Analysis: SuperValu merger makes sense
Superquinn has been working hard just to stand still under Musgrave
Senator Feargal Quinn: sold Superquinn in 2005. Photograph: Dara Mac Dónaill
A number of years ago, then Superquinn chairman, Simon Burke, who fronted a consortium of investors that bought the business in 2005, said that if he was doing his job properly, his customers wouldn’t have to bother shopping in Marks & Spencer.
It was a nod to the fact that both operated at the premium end of the grocery market and that the UK retailer had stolen a march in the Celtic Tiger years on a Superquinn brand that was jaded, in need of capital and new ideas.
This positioning is part of the reason why M&S is closing four of its Irish stores and why Musgrave has decided to rebrand Superquinn’s 24 shops under the SuperValu brand.
Burke failed to turn around Superquinn’s fortunes before the business was sold for €229 million to Musgrave in late 2011.

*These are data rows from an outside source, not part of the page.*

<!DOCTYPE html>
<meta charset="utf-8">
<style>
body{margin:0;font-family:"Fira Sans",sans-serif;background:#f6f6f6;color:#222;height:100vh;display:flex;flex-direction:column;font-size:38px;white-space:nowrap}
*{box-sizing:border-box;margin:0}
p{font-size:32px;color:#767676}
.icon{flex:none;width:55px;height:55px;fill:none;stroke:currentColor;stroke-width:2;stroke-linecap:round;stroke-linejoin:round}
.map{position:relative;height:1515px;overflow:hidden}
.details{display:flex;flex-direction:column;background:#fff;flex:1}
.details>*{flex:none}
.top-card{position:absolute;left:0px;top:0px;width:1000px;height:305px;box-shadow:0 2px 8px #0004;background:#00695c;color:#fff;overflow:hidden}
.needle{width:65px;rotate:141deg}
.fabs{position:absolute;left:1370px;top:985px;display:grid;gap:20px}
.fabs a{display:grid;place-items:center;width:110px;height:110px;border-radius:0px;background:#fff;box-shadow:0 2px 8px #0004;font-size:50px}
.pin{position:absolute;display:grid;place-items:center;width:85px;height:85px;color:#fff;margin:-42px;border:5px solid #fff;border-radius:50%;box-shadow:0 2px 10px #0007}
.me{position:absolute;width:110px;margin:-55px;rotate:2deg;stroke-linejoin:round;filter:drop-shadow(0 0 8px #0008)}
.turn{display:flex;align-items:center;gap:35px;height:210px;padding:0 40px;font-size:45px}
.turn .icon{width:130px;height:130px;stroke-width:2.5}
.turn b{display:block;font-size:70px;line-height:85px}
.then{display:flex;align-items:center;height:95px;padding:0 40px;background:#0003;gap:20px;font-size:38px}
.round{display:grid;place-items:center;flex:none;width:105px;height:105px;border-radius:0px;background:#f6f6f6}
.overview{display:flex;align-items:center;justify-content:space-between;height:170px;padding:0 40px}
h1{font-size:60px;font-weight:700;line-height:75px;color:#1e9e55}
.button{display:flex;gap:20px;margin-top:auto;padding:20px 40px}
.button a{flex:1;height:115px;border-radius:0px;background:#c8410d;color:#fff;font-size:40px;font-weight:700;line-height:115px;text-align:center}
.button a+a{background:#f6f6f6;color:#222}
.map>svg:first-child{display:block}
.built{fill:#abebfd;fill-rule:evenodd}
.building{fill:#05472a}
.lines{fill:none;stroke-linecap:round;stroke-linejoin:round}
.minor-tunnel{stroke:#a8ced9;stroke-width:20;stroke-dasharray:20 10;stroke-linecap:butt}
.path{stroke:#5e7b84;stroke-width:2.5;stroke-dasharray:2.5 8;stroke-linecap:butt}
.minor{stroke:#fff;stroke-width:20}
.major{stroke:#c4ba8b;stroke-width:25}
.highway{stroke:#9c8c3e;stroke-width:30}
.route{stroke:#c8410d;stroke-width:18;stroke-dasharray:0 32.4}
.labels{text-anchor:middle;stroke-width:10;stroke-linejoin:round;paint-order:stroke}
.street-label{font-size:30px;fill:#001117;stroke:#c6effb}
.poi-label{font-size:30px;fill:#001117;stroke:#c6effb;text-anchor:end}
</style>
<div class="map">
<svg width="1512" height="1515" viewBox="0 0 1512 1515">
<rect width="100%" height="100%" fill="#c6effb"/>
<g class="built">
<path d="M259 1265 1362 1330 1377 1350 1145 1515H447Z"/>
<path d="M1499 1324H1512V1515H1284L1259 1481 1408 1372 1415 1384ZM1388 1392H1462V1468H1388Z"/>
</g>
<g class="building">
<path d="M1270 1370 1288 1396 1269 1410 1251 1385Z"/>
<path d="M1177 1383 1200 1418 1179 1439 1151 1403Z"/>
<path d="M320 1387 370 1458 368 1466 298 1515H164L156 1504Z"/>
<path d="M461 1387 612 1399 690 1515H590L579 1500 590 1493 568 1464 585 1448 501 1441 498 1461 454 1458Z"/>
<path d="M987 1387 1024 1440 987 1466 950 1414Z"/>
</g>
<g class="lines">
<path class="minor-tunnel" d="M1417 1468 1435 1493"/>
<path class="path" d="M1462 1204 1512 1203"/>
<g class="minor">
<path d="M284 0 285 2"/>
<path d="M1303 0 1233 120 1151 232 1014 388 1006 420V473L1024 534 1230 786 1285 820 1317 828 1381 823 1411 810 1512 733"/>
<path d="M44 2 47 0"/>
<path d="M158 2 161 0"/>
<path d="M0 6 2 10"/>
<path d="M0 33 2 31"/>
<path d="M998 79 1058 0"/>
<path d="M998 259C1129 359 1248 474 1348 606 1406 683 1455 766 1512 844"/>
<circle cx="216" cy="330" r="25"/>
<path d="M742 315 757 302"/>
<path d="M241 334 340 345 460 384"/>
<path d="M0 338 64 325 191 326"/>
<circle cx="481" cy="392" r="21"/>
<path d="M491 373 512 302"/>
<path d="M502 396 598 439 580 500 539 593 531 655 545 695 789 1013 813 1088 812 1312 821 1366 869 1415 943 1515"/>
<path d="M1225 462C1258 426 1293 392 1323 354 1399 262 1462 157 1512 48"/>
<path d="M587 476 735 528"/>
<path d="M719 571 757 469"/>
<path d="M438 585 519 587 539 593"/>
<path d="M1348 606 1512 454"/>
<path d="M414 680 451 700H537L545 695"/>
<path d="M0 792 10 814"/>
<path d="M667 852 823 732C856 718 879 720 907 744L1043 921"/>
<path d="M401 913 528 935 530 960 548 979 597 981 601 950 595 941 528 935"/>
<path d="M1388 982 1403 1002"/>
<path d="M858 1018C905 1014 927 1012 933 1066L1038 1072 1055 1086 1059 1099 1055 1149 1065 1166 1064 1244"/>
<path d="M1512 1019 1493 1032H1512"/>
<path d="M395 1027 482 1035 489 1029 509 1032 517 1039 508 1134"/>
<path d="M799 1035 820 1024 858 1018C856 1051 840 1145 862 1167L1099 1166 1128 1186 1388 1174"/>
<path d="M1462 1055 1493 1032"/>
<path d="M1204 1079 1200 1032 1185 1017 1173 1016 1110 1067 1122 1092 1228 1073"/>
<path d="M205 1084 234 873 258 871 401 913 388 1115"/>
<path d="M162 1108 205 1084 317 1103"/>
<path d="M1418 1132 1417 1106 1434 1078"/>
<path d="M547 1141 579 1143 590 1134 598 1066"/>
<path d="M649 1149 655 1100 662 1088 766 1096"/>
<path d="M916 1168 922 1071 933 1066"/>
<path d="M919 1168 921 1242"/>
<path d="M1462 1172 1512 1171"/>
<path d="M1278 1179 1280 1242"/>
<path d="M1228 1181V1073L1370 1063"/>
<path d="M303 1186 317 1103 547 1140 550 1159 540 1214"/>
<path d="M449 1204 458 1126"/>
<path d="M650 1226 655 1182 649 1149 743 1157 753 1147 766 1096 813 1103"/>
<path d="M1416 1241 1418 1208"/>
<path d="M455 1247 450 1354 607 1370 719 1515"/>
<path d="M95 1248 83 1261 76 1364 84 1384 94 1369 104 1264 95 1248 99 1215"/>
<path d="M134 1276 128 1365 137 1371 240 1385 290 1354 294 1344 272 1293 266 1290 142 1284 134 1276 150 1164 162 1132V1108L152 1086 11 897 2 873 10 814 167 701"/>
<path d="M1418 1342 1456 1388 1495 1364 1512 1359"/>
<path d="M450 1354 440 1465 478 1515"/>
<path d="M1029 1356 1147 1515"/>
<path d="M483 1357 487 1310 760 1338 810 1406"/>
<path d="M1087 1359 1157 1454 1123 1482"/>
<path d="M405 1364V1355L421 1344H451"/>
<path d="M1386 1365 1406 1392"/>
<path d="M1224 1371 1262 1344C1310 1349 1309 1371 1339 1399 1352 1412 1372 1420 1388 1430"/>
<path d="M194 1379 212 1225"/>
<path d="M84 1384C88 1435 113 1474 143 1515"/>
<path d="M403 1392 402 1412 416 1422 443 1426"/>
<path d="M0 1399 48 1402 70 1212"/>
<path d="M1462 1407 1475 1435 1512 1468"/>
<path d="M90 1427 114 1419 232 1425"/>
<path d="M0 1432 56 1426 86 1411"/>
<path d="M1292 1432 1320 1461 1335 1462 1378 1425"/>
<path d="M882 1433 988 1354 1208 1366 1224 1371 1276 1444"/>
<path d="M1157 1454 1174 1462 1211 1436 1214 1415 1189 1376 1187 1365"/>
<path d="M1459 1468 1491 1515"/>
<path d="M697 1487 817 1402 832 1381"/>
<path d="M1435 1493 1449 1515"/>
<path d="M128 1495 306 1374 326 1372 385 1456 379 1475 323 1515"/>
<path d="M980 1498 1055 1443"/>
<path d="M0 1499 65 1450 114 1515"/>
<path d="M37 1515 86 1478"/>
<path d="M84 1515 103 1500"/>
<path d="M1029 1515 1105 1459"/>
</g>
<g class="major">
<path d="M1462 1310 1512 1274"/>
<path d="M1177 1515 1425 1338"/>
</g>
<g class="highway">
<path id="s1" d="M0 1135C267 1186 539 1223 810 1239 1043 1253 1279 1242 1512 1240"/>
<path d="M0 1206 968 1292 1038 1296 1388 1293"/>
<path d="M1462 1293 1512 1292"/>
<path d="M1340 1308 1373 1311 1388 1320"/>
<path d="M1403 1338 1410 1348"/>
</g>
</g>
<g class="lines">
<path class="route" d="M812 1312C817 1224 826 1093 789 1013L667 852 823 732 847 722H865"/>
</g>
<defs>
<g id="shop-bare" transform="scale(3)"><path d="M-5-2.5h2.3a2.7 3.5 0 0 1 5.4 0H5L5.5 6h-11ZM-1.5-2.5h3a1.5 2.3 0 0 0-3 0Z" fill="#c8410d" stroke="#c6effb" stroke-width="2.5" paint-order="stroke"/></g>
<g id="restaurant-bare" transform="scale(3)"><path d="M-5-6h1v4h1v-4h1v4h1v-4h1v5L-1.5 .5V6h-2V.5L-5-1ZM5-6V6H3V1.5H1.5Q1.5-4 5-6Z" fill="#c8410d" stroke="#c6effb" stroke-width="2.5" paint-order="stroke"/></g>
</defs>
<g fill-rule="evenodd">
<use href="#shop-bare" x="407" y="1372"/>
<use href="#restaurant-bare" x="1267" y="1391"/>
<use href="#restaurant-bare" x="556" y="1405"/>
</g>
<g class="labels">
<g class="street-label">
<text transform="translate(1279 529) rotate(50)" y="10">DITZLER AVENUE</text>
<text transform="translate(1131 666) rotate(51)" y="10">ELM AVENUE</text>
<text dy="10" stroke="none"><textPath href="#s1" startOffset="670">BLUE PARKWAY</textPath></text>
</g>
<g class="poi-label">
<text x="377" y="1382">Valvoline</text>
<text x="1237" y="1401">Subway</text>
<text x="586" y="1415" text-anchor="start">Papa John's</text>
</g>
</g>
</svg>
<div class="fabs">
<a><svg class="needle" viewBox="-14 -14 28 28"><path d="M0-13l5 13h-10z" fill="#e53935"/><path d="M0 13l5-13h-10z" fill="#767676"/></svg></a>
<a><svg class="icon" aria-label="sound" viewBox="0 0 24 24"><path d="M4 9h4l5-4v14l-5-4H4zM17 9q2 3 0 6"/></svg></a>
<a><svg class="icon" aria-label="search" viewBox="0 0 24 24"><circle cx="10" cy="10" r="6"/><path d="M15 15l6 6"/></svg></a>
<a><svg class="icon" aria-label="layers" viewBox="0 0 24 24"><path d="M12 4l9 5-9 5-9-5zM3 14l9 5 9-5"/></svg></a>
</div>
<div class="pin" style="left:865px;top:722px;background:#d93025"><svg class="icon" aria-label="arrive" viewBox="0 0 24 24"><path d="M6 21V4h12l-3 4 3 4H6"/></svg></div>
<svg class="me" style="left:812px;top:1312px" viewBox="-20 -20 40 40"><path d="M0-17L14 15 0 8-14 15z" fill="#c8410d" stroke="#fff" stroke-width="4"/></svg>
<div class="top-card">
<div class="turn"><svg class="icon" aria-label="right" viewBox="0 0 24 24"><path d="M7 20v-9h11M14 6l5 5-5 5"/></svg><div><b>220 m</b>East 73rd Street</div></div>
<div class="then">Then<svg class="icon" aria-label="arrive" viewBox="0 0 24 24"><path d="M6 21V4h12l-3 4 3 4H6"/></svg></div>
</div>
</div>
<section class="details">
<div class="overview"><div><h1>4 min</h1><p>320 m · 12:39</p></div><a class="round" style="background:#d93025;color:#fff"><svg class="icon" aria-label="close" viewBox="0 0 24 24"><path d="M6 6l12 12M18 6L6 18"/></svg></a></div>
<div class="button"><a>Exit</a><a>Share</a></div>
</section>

Superquinn had actually begun to lose its way in the latter years of Feargal Quinn’s ownership. The Senator and his family received a handsome cheque for €420 million when they sold the chain to the Select Retail Holdings consortium, but much of that value was backed by the development potential from the properties occupied by Superquinn, which was predominately Dublin based.
Market share peak
Under Musgrave’s watch, its market share has stabilised at 5.4 per cent, thanks in large part to a €15 million investment in the chain which had been starved of cash for a number of years. But this is well off its 8.8 per cent market share peak and sales have declined by 22 per cent over the past decade to a level of about €450 million.
Superquinn has been running hard just to stand still under Musgrave’s ownership. Merging it with SuperValu, which has been on an upward curve despite the recession, makes sense on several levels.
It will save a significant amount money on branding and eliminate 102 administrative posts. It will also give SuperValu a significant foothold in the Dublin market.
When Musgrave acquired Superquinn, SuperValu’s share in Dublin was just 8 per cent. It will rise to 22 per cent once the merger is completed in February.
The risk is that the company might alienate Superquinn’s customer base, who have remained loyal to the brand.
Musgrave chief executive Chris Martin was keen to stress yesterday that this merger will bring together the best elements of both brands – Superquinn’s reputation for fresh produce and baked goods and SuperValu’s 2,000 own-brand products that offer price value to customers.
Since the economy crashed in 2008, price has dictated consumer buying patterns. This chimed well with the emergence of German discounters Lidl and Aldi, who have overtaken Superquinn in market share and now control about 14.4 per cent of the market.
Martin acknowledged that the consumer perception of Superquinn was that it was expensive. The reality was actually somewhat different, however it was hard to break through the perception.
For M&S the reality is more cut and dried. It hasn’t been immune to the slump in consumer demand since 2008 and the loss-making stores in Tallaght, Mullingar, Dún Laoghaire and Naas that were products of the boom years are being cut adrift.
However, M&S has signed up to the proposed Horizon Mall retail scheme in Limerick, where it wants to open a 72,000sq ft shop in 2016 employing 250 staff. It’s a clear signal of its commitment to the Irish market.
Musgrave’s chief executive said the Irish grocery sector remains “tough” and is cautious about calling a turn in the market.
The fine summer weather has given supermarkets and convenience stores a bounce in sales, but October’s budget might yet take it all away.